PROBLEM DETAILS:
Which lines below fall between the one containing "613px,1193px 632px,1163px 640px,1158px" and the one containing "873px,1176px 908px,1153px 911px,1149px"? Repeat them exactly, counting both of those lines, and add nothing else.

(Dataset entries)

========================================

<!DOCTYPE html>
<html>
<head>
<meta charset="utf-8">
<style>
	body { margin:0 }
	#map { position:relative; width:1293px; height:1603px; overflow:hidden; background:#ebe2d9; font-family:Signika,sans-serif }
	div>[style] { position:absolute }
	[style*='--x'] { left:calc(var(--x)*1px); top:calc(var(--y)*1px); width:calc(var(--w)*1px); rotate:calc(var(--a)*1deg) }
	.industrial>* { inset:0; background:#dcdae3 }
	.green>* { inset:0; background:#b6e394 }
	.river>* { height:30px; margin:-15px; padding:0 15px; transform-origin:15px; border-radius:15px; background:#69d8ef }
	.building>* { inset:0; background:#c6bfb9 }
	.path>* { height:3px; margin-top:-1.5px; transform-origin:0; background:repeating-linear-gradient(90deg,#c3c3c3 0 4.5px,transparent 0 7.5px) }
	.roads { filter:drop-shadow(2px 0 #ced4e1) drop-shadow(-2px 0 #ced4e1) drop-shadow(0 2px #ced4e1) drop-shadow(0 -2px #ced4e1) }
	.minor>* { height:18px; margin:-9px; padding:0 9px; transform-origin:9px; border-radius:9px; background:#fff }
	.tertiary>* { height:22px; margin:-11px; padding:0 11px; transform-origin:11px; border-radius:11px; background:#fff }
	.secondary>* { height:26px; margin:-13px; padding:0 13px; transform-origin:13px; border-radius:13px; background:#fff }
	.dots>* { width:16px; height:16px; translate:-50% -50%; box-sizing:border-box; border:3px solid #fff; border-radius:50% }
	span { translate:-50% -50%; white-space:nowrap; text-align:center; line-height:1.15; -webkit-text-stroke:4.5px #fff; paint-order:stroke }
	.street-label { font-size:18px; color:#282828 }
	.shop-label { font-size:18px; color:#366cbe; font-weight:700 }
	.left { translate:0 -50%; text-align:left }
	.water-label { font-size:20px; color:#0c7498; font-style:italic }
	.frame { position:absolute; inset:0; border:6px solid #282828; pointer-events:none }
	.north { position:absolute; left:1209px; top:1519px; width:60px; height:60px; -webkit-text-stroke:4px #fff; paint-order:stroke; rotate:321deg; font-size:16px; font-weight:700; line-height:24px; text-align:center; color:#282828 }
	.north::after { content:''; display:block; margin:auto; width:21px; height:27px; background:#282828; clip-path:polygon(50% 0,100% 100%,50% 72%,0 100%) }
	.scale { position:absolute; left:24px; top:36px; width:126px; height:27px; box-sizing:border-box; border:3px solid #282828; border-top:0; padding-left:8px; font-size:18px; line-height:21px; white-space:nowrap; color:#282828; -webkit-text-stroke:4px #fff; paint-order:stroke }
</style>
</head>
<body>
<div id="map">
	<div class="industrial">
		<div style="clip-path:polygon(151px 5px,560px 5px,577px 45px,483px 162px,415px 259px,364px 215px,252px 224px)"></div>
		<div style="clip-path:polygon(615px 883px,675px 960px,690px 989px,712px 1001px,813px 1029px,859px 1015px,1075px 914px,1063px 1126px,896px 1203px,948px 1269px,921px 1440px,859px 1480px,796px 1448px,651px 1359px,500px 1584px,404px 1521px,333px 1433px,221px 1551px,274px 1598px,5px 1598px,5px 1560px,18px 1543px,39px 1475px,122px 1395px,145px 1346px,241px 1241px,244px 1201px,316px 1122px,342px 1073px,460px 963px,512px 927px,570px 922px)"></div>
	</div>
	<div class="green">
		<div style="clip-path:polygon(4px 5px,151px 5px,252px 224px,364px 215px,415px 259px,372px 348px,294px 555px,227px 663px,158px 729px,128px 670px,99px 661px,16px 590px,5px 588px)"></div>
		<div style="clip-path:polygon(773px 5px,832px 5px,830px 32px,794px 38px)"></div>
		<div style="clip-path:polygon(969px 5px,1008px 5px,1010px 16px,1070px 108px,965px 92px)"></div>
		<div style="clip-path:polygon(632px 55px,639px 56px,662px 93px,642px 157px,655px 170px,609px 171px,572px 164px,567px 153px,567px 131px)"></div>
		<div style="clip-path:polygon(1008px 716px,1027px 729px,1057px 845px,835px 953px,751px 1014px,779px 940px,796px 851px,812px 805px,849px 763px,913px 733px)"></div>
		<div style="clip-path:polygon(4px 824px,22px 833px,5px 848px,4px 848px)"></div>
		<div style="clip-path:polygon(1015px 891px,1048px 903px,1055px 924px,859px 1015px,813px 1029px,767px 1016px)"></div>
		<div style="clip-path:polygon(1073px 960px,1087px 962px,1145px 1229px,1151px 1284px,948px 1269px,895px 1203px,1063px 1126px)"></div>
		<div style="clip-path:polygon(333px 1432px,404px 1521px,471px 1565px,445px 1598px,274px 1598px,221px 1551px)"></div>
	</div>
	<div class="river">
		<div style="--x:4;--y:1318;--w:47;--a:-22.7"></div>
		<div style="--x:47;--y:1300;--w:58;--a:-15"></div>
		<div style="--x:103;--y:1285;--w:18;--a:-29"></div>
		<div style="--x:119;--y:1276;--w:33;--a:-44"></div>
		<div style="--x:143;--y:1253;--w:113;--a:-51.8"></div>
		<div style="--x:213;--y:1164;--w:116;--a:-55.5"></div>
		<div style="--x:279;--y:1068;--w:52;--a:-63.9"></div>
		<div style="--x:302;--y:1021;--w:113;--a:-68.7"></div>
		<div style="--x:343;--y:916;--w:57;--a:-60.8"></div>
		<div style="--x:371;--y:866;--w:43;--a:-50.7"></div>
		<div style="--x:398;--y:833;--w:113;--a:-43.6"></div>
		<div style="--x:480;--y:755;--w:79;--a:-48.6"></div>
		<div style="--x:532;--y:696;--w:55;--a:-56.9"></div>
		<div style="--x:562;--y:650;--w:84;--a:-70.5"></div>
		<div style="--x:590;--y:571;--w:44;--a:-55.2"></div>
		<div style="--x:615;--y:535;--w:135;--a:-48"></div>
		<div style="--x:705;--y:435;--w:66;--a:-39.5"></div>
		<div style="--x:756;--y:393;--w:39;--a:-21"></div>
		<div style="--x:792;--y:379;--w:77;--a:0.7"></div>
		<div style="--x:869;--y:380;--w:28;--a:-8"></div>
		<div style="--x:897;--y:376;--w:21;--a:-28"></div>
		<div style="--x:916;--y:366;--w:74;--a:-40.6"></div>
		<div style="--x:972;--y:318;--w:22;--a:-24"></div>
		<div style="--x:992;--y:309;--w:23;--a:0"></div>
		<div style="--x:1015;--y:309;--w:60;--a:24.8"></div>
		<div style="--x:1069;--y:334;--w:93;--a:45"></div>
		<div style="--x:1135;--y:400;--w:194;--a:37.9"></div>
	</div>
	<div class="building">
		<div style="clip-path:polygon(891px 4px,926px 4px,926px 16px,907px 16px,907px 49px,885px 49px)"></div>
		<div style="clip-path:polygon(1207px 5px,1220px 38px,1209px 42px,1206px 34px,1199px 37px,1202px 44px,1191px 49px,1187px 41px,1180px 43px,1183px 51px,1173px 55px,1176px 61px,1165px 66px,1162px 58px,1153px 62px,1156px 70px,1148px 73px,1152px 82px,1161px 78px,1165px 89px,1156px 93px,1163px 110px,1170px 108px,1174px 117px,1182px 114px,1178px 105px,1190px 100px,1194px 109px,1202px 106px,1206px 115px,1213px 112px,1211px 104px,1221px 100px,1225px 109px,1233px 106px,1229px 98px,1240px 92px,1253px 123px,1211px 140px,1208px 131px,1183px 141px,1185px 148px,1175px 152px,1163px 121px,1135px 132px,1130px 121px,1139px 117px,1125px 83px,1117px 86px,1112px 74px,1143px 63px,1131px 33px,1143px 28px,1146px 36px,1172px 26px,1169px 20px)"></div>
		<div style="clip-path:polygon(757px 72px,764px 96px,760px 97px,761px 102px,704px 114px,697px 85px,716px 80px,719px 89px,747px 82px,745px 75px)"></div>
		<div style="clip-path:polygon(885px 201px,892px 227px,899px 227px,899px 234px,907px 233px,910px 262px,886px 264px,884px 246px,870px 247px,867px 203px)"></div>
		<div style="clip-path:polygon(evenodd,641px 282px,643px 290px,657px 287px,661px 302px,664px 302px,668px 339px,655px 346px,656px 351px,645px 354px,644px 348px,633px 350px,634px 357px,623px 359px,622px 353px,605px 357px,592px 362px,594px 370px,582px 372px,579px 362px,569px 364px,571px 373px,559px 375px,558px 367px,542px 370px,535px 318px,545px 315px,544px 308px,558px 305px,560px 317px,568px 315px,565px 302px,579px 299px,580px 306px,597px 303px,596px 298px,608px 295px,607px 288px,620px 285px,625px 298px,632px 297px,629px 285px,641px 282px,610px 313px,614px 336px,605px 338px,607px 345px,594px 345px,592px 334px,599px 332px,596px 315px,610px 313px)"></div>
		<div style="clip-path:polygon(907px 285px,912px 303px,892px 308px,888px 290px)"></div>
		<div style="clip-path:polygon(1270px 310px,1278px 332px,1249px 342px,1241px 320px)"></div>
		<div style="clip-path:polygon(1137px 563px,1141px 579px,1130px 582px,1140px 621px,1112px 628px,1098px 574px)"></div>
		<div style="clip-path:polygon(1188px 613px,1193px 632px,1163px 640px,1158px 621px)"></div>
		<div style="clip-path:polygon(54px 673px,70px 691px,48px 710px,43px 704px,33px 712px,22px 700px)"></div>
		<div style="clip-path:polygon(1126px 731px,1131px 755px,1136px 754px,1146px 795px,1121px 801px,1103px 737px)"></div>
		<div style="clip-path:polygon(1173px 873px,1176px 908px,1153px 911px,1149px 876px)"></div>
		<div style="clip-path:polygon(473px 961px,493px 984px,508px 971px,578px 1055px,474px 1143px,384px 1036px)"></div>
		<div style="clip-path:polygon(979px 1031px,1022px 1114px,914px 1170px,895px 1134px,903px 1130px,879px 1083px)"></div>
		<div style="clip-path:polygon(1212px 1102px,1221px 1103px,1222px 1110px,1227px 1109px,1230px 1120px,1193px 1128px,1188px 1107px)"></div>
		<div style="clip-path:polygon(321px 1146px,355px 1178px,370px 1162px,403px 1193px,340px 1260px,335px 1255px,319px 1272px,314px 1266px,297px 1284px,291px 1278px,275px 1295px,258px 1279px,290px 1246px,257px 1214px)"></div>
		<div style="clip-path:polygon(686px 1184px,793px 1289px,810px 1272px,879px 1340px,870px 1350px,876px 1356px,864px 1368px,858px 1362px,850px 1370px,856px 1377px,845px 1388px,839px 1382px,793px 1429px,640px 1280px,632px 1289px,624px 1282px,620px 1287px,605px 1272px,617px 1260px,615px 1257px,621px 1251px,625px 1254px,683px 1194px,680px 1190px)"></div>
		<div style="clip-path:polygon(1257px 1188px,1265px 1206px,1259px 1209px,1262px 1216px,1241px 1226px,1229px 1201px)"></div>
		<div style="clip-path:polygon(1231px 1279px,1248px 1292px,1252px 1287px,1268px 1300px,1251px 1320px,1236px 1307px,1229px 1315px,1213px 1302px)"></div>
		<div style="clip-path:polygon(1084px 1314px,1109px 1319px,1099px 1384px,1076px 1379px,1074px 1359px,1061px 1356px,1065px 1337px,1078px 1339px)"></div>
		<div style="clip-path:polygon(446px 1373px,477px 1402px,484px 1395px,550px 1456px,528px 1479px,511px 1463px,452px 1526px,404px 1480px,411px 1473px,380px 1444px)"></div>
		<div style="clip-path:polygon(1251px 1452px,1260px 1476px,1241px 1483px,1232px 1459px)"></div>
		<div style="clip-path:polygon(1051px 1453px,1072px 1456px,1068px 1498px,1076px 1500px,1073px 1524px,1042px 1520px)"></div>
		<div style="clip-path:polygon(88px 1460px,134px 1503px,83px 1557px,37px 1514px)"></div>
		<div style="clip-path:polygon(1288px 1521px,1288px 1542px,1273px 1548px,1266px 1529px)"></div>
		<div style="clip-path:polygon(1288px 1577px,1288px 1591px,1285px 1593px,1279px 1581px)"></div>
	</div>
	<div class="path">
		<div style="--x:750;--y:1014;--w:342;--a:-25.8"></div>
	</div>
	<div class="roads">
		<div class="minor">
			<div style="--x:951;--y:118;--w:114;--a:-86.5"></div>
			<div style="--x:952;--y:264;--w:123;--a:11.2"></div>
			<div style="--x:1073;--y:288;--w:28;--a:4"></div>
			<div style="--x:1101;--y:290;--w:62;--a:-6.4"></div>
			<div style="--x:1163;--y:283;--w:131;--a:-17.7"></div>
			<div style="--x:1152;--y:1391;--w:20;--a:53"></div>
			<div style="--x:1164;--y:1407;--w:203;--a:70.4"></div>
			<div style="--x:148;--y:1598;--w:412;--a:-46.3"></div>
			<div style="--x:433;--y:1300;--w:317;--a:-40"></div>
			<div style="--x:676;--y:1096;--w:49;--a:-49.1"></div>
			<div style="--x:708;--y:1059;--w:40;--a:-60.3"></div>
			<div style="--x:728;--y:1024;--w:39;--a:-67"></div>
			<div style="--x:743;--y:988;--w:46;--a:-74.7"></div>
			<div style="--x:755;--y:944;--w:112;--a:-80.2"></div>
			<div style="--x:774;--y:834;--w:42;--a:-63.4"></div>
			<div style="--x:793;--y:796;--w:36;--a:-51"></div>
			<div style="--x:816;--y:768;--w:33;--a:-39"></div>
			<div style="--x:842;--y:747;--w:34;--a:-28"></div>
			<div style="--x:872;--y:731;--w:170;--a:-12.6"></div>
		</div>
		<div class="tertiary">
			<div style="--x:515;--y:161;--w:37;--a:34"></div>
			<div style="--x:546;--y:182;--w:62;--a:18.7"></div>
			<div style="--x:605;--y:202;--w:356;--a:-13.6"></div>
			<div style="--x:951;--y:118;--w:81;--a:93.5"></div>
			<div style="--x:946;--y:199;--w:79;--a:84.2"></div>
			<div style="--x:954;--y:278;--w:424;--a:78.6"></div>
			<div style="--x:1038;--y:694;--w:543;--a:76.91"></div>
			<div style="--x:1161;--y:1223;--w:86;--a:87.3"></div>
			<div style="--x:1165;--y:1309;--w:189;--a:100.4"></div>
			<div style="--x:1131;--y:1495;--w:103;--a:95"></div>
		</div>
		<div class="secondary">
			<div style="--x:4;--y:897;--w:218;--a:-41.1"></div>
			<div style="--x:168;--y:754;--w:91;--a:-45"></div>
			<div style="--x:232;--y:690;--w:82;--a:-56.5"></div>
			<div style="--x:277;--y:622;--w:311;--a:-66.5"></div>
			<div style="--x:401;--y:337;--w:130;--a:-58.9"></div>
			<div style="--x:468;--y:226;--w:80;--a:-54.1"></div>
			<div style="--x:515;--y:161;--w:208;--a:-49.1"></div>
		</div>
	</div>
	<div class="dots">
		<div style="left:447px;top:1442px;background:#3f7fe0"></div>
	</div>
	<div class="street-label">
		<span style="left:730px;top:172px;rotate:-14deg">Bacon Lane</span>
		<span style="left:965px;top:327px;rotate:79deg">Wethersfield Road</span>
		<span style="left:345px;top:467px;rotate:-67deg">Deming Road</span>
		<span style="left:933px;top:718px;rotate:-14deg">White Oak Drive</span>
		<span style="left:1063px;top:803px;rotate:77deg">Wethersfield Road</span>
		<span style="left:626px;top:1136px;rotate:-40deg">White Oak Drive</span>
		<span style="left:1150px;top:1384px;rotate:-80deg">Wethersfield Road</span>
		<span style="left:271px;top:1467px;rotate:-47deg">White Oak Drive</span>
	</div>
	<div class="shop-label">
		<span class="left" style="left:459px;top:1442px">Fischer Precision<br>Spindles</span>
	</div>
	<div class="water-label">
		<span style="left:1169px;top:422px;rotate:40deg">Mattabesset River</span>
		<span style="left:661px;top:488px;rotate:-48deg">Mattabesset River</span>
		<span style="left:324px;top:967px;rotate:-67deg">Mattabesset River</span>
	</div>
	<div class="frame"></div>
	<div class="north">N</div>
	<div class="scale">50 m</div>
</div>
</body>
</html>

========================================

SOLUTION TO THIS PROBLEM:
		<div style="clip-path:polygon(1188px 613px,1193px 632px,1163px 640px,1158px 621px)"></div>
		<div style="clip-path:polygon(54px 673px,70px 691px,48px 710px,43px 704px,33px 712px,22px 700px)"></div>
		<div style="clip-path:polygon(1126px 731px,1131px 755px,1136px 754px,1146px 795px,1121px 801px,1103px 737px)"></div>
		<div style="clip-path:polygon(1173px 873px,1176px 908px,1153px 911px,1149px 876px)"></div>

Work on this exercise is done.